Stored records
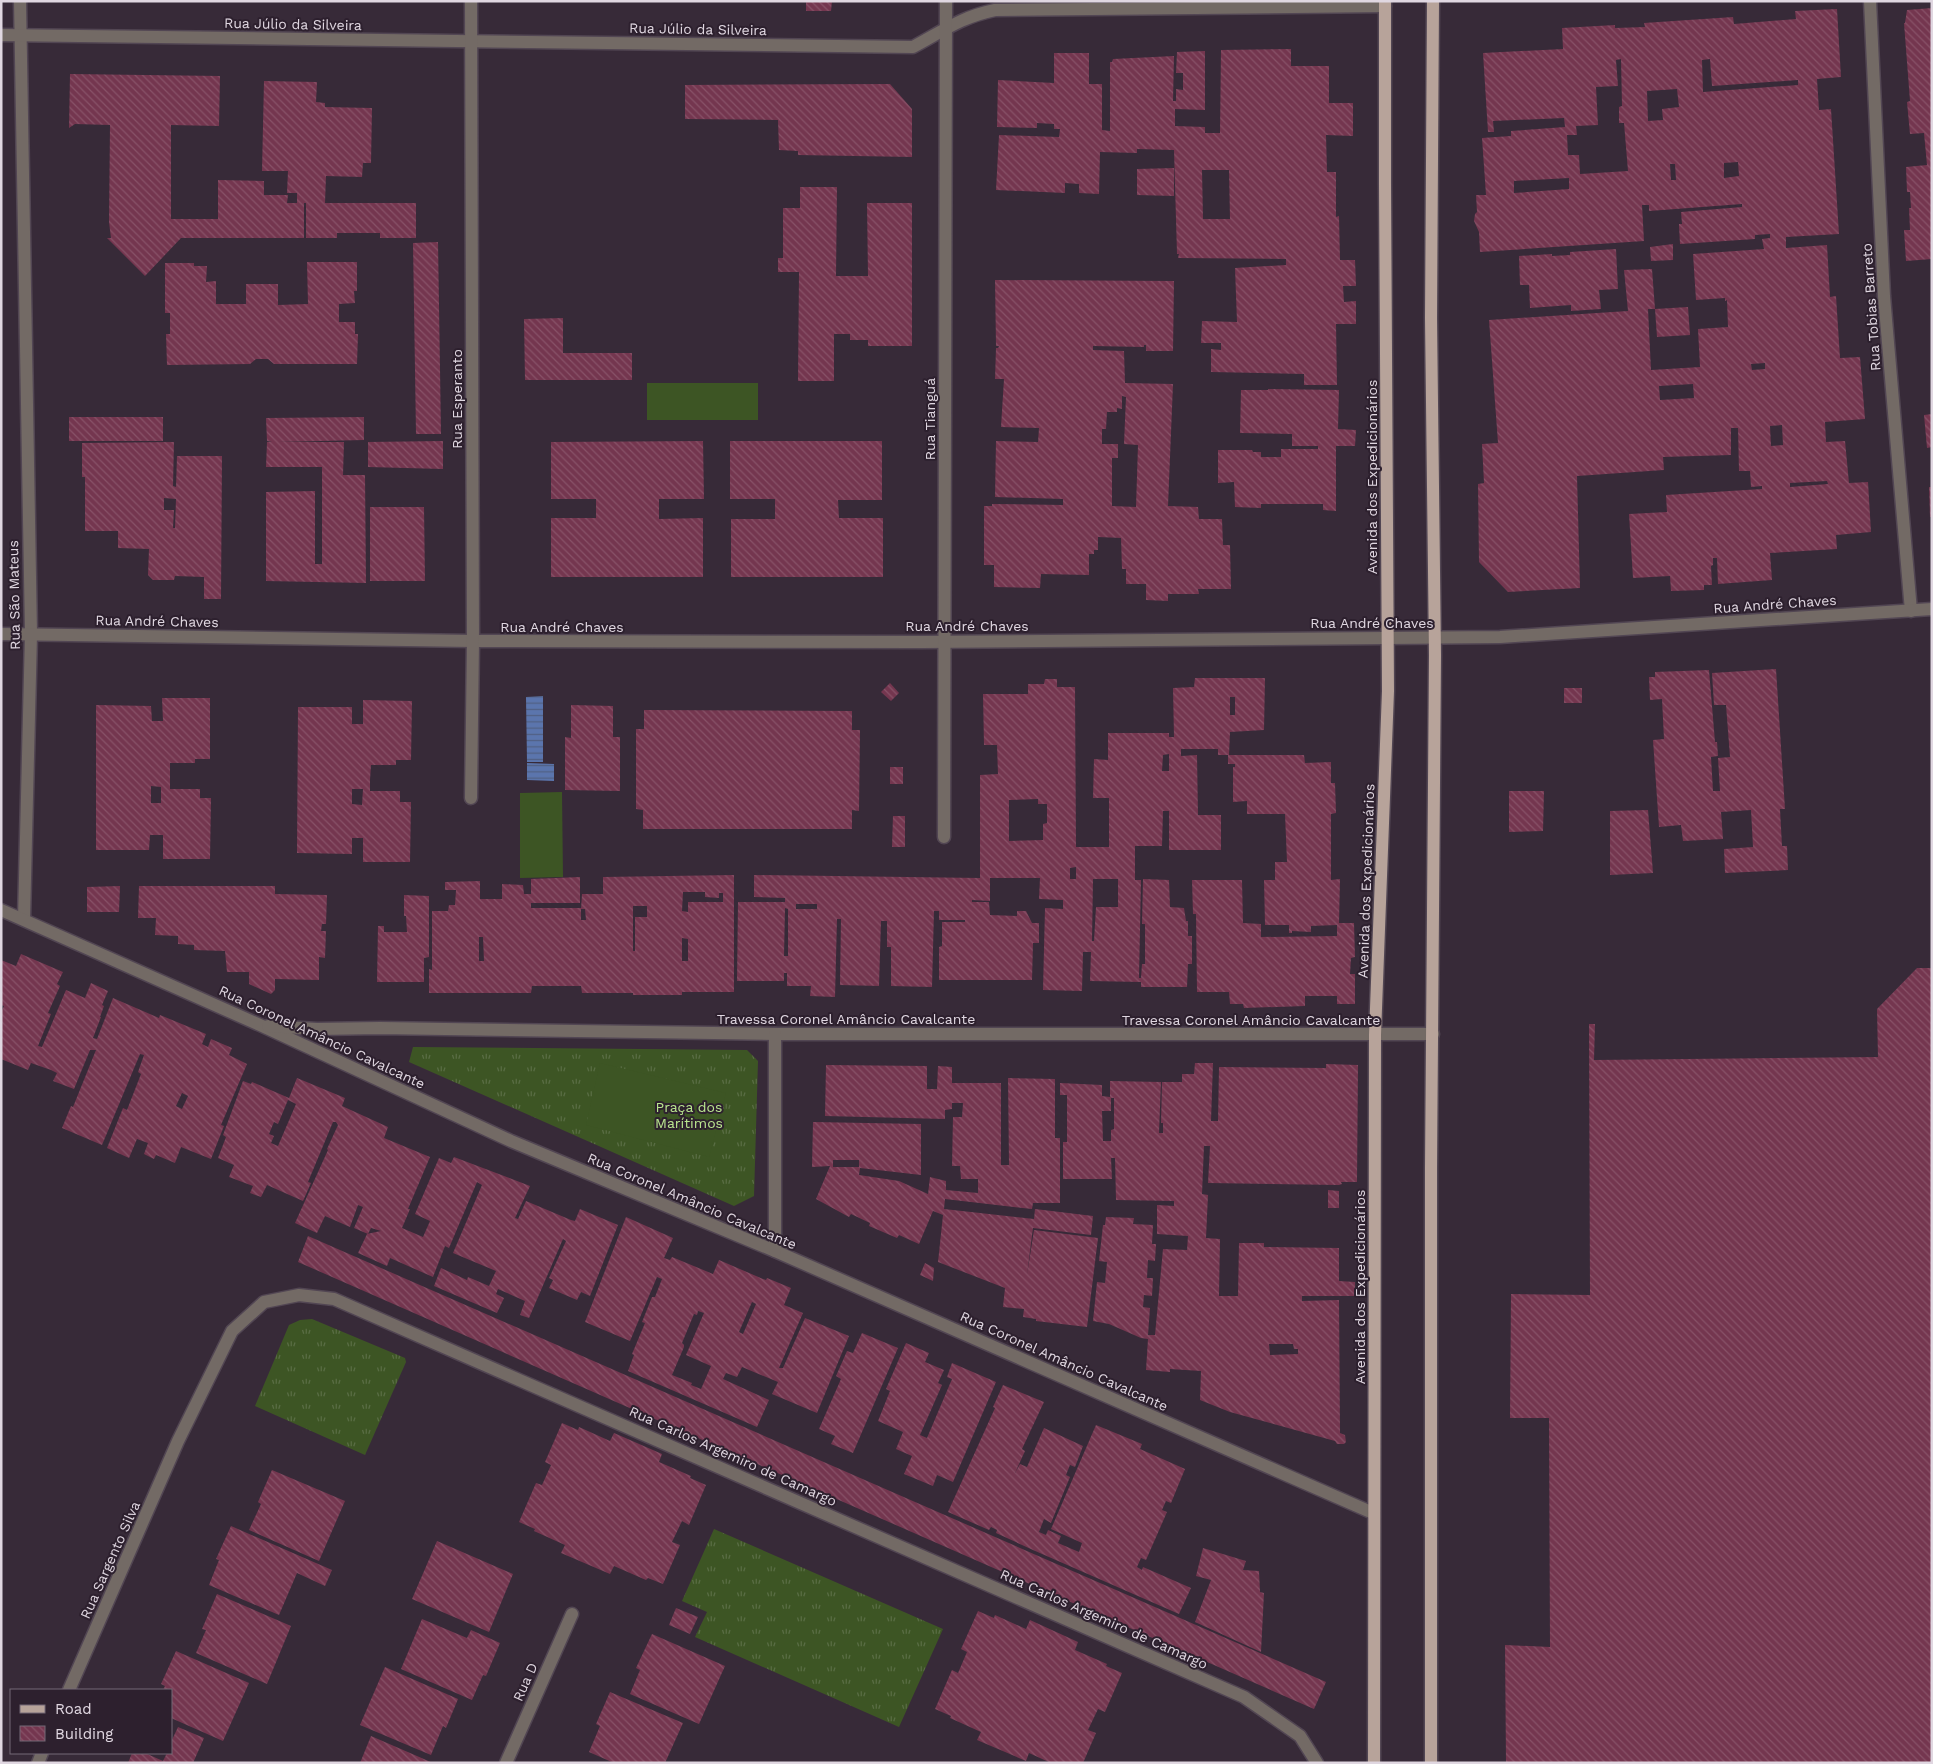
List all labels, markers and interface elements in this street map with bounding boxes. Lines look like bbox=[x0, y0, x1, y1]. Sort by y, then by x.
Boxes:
street label: Rua Júlio da Silveira bbox=[224, 15, 362, 33]
street label: Rua Júlio da Silveira bbox=[629, 20, 767, 38]
street label: Rua Tobias Barreto bbox=[1859, 243, 1883, 371]
street label: Rua Esperanto bbox=[449, 349, 465, 449]
street label: Rua Tianguá bbox=[922, 378, 938, 460]
street label: Avenida dos Expedicionários bbox=[1364, 380, 1380, 574]
street label: Rua São Mateus bbox=[5, 540, 23, 650]
street label: Rua André Chaves bbox=[1713, 592, 1837, 616]
street label: Rua André Chaves bbox=[95, 612, 219, 630]
street label: Rua André Chaves bbox=[1310, 615, 1434, 631]
street label: Rua André Chaves bbox=[905, 618, 1029, 634]
street label: Rua André Chaves bbox=[500, 619, 624, 635]
street label: Avenida dos Expedicionários bbox=[1355, 784, 1377, 978]
street label: Rua Coronel Amâncio Cavalcante bbox=[216, 982, 428, 1092]
street label: Travessa Coronel Amâncio Cavalcante bbox=[717, 1011, 975, 1027]
street label: Travessa Coronel Amâncio Cavalcante bbox=[1122, 1012, 1380, 1028]
park label: Praça dos Marítimos bbox=[655, 1099, 723, 1131]
street label: Rua Coronel Amâncio Cavalcante bbox=[585, 1150, 799, 1252]
street label: Avenida dos Expedicionários bbox=[1352, 1190, 1368, 1384]
street label: Rua Coronel Amâncio Cavalcante bbox=[958, 1308, 1170, 1414]
street label: Rua Carlos Argemiro de Camargo bbox=[627, 1403, 839, 1509]
street label: Rua Sargento Silva bbox=[77, 1499, 143, 1621]
street label: Rua Carlos Argemiro de Camargo bbox=[998, 1566, 1210, 1672]
street label: Rua D bbox=[510, 1660, 540, 1704]
legend bbox=[10, 1689, 172, 1754]
text: Road bbox=[55, 1700, 92, 1718]
text: Building bbox=[55, 1725, 113, 1743]

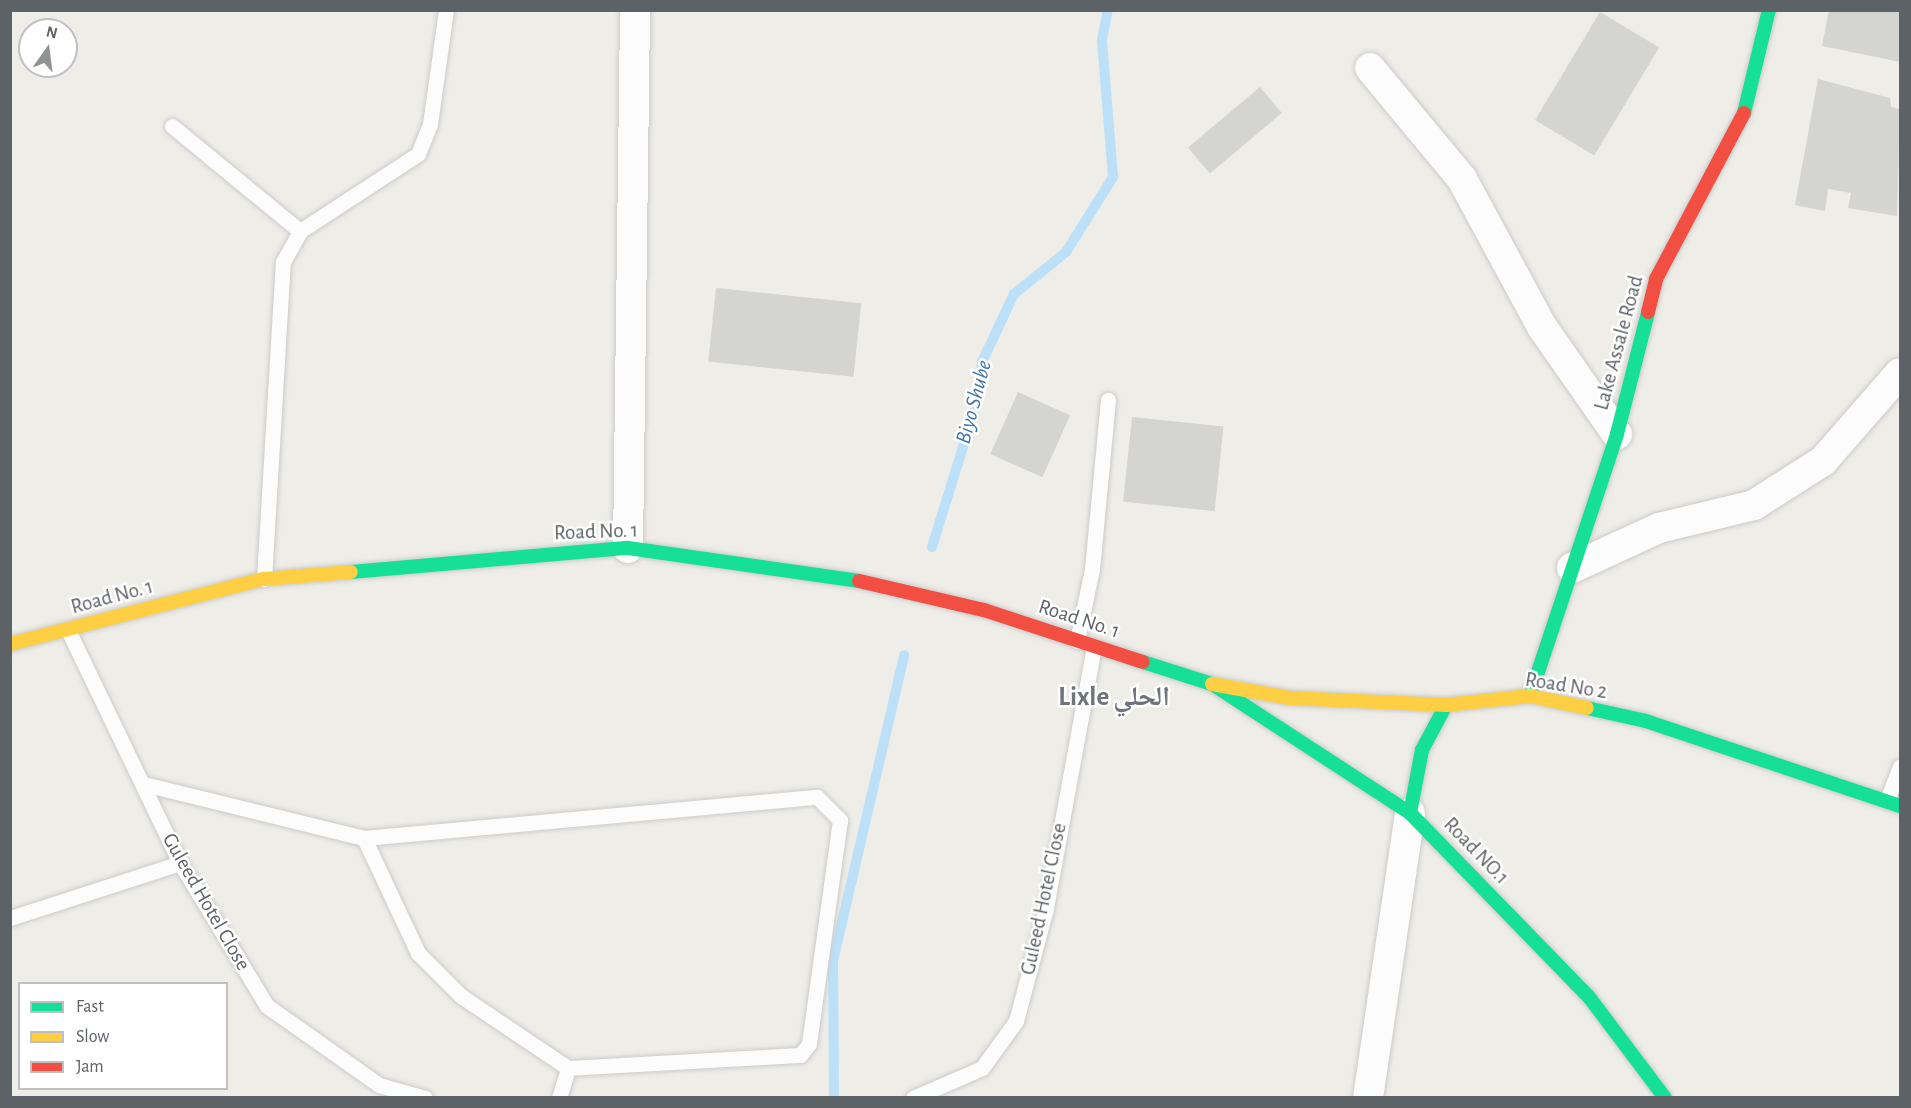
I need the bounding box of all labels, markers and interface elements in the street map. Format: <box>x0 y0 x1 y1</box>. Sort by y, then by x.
north arrow <box>18 18 78 78</box>
text: N <box>45 23 59 42</box>
street label: Lake Assale Road <box>1589 273 1649 413</box>
water label: Biyo Shube <box>950 357 998 447</box>
street label: Road No. 1 <box>554 518 638 546</box>
street label: Road No. 1 <box>68 574 156 620</box>
street label: Road No. 1 <box>1035 594 1123 644</box>
street label: Road No 2 <box>1523 667 1609 705</box>
district label: Lixle الحلي <box>1058 681 1170 713</box>
street label: Road NO.1 <box>1438 812 1514 890</box>
street label: Guleed Hotel Close <box>1016 821 1072 977</box>
street label: Guleed Hotel Close <box>156 829 256 975</box>
legend <box>18 982 228 1090</box>
text: Fast <box>76 998 104 1016</box>
text: Slow <box>76 1028 109 1046</box>
text: Jam <box>76 1058 104 1076</box>

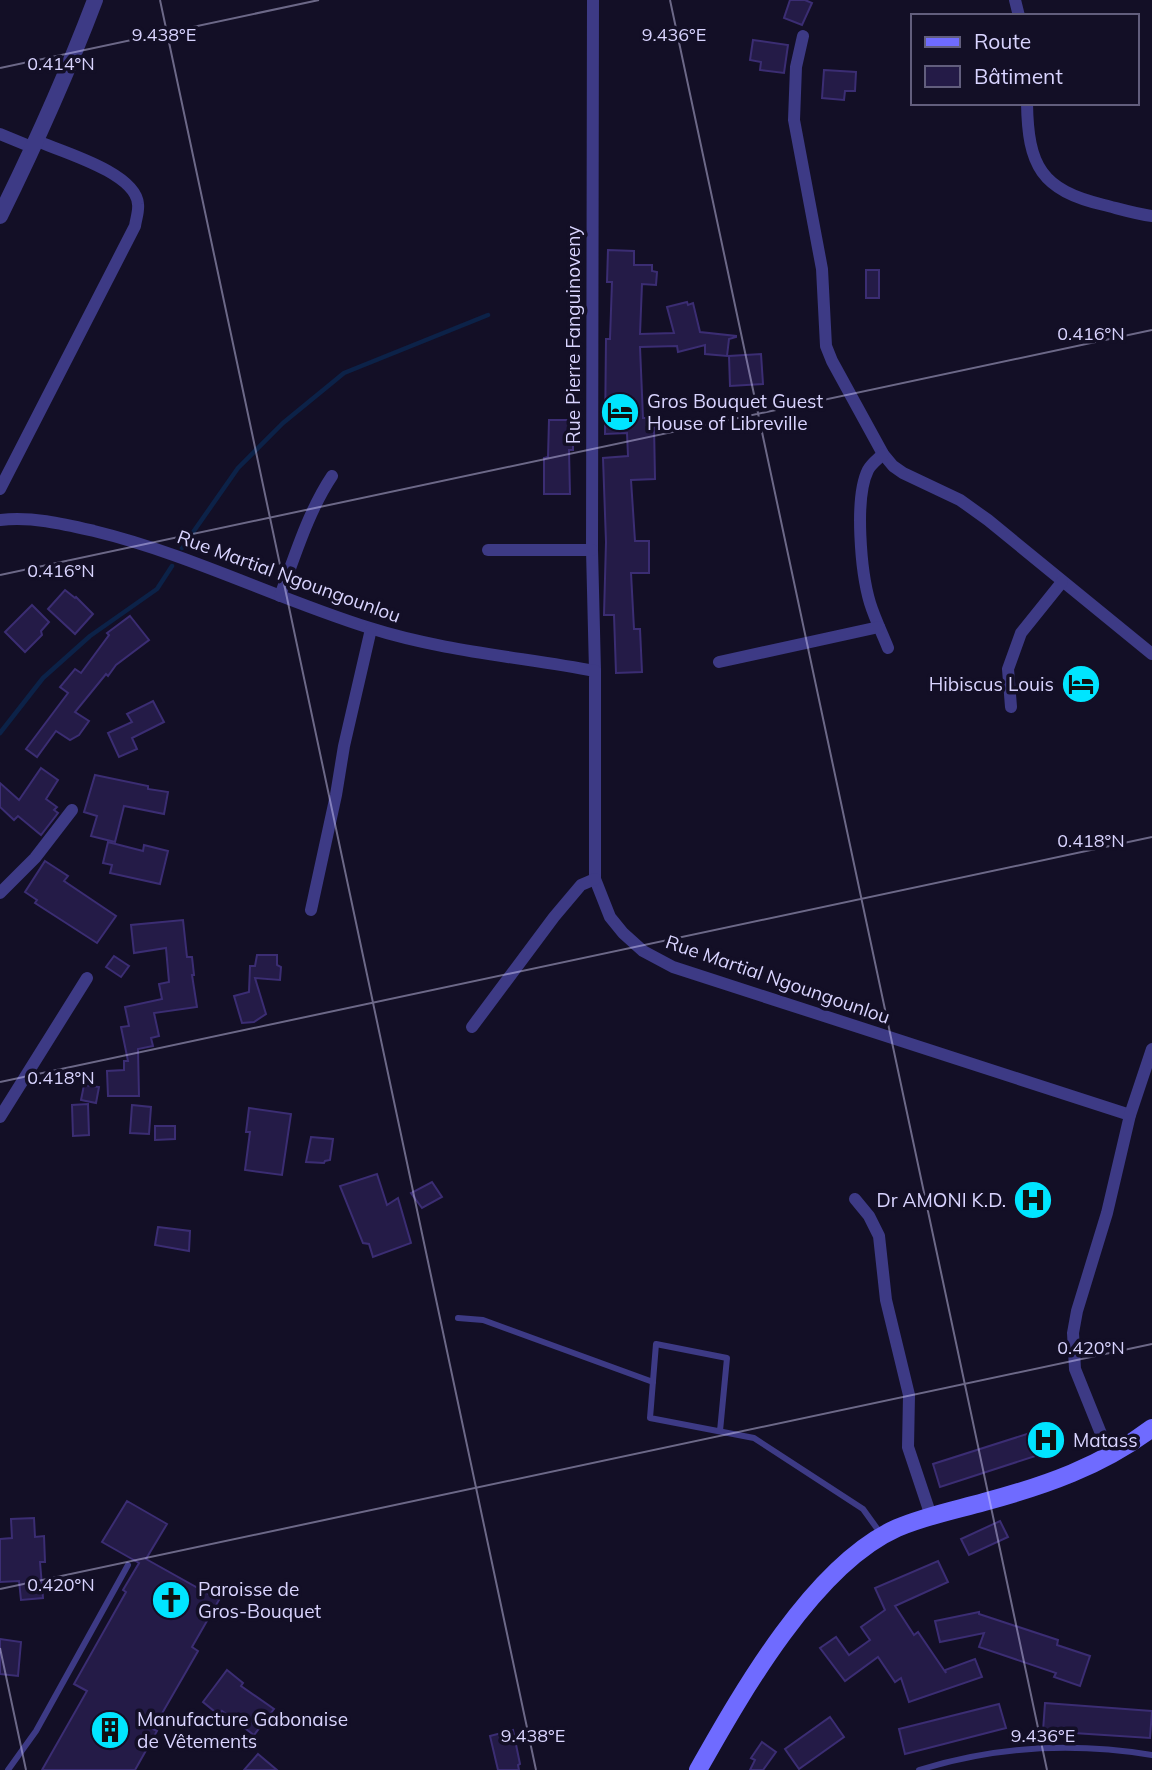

◆ **PROBLEM REQUIREMENTS**
Pull every line containing the string "Travessa" out of the data above and copy it.

◆ **FINISHED EXERCISE**
street label: Travessa Coronel Amâncio Cavalcante bbox=[717, 1011, 975, 1027]
street label: Travessa Coronel Amâncio Cavalcante bbox=[1122, 1012, 1380, 1028]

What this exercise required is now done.